Eurodeputada Liliana Rodrigues: caso Grécia é “uma vergonha para a liderança europeia”

Liliana RodriguesLiliana Rodrigues cumpre agora um ano como eurodeputada eleita pelo PS. O balanço é positivo. Tem sido uma experiência de “grande aprendizagem”. Quando falou com o FN, o referendo com a Grécia ainda não tinha acontecido. Mas considerou esta saída uma precipitação para a Grécia. Lamenta também “as declarações inapropriadas e sem sentido de Estado por parte de quem governa países que estão no cerne da própria constituição da União Europeia. Vi insultos, chantagens e, no fim, nada. Nenhum resultado. Inflexibilidade pura e dura. Ninguém quer ficar manchado na imagem e o povo grego acaba por ser um “detalhe”, um “dano colateral” que ainda deposita esperança na capacidade de diálogo das partes envolvidas. Uma vergonha para a liderança europeia”.

Funchal Notícias – Que futuro antevê para a Grécia?

Liliana Rodrigues – Acredito numa solução razoável, mas creio que o referendo pode ser muito perigoso. Seja qual for o resultado, sim ou não, houve uma porta que se bateu a meio das negociações.
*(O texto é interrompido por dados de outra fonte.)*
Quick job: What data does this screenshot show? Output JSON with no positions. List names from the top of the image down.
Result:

De ambas as formas, o povo grego sairá lesado. Penso que o governo grego precipitou-se, mas ainda vejo a possibilidade do entendimento.

Lamento profundamente que não se tenha tido o bom senso de negociar à porta fechada, lamento também as declarações inapropriadas e sem sentido de Estado por parte de quem governa países que estão no cerne da própria constituição da União Europeia. Vi insultos, chantagens e, no fim, nada. Nenhum resultado. Inflexibilidade pura e dura. Ninguém quer ficar manchado na imagem e o povo grego acaba por ser um “detalhe”, um “dano colateral” que ainda deposita esperança na capacidade de diálogo das partes envolvidas. Uma vergonha para a liderança europeia.
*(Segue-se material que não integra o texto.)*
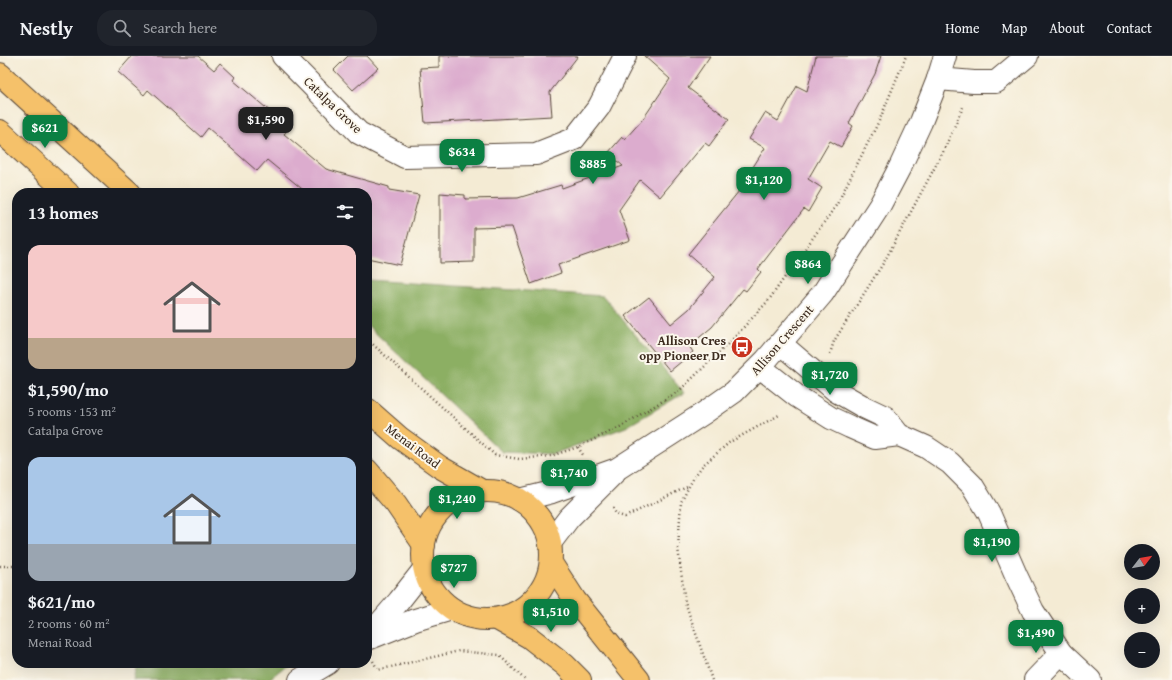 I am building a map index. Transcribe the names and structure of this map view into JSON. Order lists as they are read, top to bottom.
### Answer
{
  "streets": {
    "main road": ["Menai Road"],
    "street": ["Catalpa Grove", "Allison Crescent"]
  },
  "places": {
    "bus stop": ["Allison Cres opp Pioneer Dr"]
  },
  "north": "top right",
  "page": {
    "header": "Nestly",
    "search": "Search here",
    "nav": [
      "Home",
      "Map",
      "About",
      "Contact"
    ],
    "price": [
      "$1,590",
      "$621",
      "$634",
      "$885",
      "$1,120",
      "$864",
      "$1,720",
      "$1,740",
      "$1,240",
      "$1,190",
      "$727",
      "$1,510",
      "$1,490"
    ],
    "heading": "13 homes",
    "list": [
      {
        "name": "$1,590/mo",
        "note": "5 rooms · 153 m² · Catalpa Grove"
      },
      {
        "name": "$621/mo",
        "note": "2 rooms · 60 m² · Menai Road"
      }
    ],
    "map_buttons": ["+", "−"]
  }
} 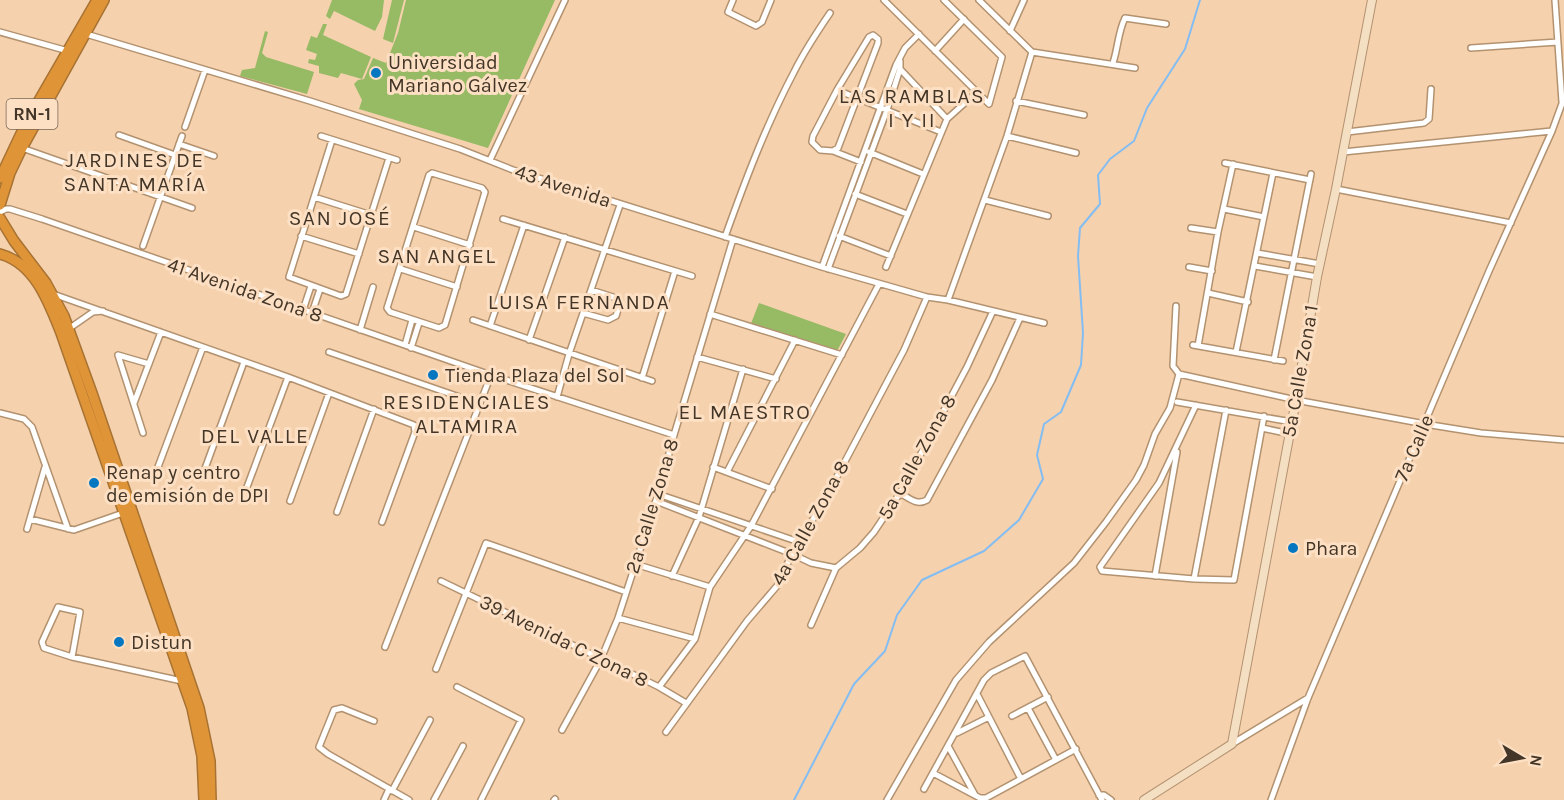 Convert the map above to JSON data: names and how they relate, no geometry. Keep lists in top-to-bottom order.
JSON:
{
  "streets": {
    "highway": ["RN-1"],
    "street": [
      "43 Avenida",
      "41 Avenida Zona 8",
      "5a Calle Zona 1",
      "7a Calle",
      "5a Calle Zona 8",
      "2a Calle Zona 8",
      "4a Calle Zona 8",
      "39 Avenida C Zona 8"
    ]
  },
  "crossings": [
    ["RN-1", "43 Avenida"],
    ["43 Avenida", "5a Calle Zona 8"],
    ["43 Avenida", "2a Calle Zona 8"],
    ["43 Avenida", "4a Calle Zona 8"],
    ["41 Avenida Zona 8", "2a Calle Zona 8"],
    ["2a Calle Zona 8", "39 Avenida C Zona 8"],
    ["4a Calle Zona 8", "39 Avenida C Zona 8"]
  ],
  "districts": [
    "LAS RAMBLAS I Y II",
    "JARDINES DE SANTA MARÍA",
    "SAN JOSÉ",
    "SAN ANGEL",
    "LUISA FERNANDA",
    "RESIDENCIALES ALTAMIRA",
    "EL MAESTRO",
    "DEL VALLE"
  ],
  "places": [
    "Universidad Mariano Gálvez",
    "Tienda Plaza del Sol",
    "Renap y centro de emisión de DPI",
    "Phara",
    "Distun"
  ],
  "north": "right"
}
Na terra da Filosofia, o diálogo parece ausente e tudo se esgota num monólogo retórico recheado de números, mas que pouco dizem ao cidadão comum, uma retórica vazia de conteúdo. Esperava bem mais daqueles que lideram a Europa.

FN – Acha que a União Europeia está a ser demasiado ditadora e inflexível no plano de austeridade?

LR – A União Europeia não está nisto sozinha. Tem um FMI muito duro na sua visão do mundo e das pessoas. Existem credores e devedores. Ponto. É assim que entendem o mundo. Deixam de fora as circunstâncias e não admitem o erro. A austeridade só trouxe mais miséria.

Acima de tudo, acho que os governos que aceitaram passivamente a austeridade como a única forma de fazer política também têm de ser chamados à responsabilidade. Nada fizeram para evitar a degradação dos diversos países que foram massacrados com desemprego, emigração, fome, cortes salariais, ou seja, com a delapidação gradual do Estado Social. A queda e a destruição do Estado Social é bastante visível por esta direita que não vê nem se revê nas pessoas. Há uma agenda por trás desta política, não tenhamos ilusões. Cabe ao Partido Socialista e a todos aqueles que não se revêm nestas políticas que matam lá estar para erguer a voz e combater uma direita demasiado à direita. Não me lembro de uma direita tão conservadora como esta. Mas eu sou filha de Abril. Não conheci assim tantas direitas à direita.

FN – Quais as consequências para Portugal?

As consequências da austeridade são visíveis em Portugal. Os dados da emigração, da fuga da geração mais bem qualificada de sempre, o desemprego, sobretudo o jovem, a baixa natalidade, os cortes nos salários e pensões e a incapacidade de fazer planos para o futuro mostram bem o que se fez ao país em quatro anos.

Foto retirada da página pessoal do facebook
Foto retirada da página pessoal do facebook

O caso da Grécia não afectará directamente a região, em caso de saída (que não acredito que aconteça) mas a médio prazo atingirá todos nós. E quando digo todos nós não me refiro apenas a Portugal, mas a toda a Europa.

FN – Acaba de concluir um ano de mandato como deputada do PS no Parlamento Europeu. Que balanço faz a estes 12 meses de uma nova experiência política.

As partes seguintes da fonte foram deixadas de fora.